DATA SUPPLIED:
= Beginning of Section =
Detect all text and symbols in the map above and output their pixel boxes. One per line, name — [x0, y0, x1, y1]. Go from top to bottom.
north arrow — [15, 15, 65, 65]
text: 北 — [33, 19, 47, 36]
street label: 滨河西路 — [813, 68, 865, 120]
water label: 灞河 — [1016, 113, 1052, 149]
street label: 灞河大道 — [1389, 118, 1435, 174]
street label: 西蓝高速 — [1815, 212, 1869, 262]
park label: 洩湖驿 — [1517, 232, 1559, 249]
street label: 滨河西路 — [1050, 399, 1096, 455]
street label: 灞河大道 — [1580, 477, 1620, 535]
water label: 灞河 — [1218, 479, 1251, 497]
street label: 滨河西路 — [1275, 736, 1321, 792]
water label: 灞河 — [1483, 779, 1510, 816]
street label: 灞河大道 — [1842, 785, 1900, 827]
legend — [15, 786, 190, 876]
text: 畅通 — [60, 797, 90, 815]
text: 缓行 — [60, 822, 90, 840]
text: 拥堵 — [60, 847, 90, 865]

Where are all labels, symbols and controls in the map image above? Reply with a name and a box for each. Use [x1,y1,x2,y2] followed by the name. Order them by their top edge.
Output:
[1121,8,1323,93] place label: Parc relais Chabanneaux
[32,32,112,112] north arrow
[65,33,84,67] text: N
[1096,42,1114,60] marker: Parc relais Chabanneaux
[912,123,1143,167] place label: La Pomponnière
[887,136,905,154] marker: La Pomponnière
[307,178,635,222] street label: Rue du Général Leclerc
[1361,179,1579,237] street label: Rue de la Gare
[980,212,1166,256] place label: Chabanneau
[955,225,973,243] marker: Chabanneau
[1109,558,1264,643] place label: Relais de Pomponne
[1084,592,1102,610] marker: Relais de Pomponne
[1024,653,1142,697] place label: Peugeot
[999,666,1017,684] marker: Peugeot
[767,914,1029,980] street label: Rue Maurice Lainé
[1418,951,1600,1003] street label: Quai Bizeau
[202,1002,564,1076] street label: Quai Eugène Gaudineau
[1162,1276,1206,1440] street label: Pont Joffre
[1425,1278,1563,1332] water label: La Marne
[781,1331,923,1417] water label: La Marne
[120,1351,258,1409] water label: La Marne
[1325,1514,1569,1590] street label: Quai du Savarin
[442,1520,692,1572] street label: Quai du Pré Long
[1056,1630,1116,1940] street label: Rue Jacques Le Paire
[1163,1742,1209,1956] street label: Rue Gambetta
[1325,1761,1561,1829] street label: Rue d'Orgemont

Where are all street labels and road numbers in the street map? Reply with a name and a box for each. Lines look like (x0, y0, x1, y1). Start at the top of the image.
= End of Section =
WHAT YOU WILL DO: Filter by the word "labels": copy every line of the data that holds it.

RESULT OF THE TASK:
Where are all labels, symbols and controls in the map image above? Reply with a name and a box for each. Use [x1,y1,x2,y2] followed by the name. Order them by their top edge.
Where are all street labels and road numbers in the street map? Reply with a name and a box for each. Lines look like (x0, y0, x1, y1). Start at the top of the image.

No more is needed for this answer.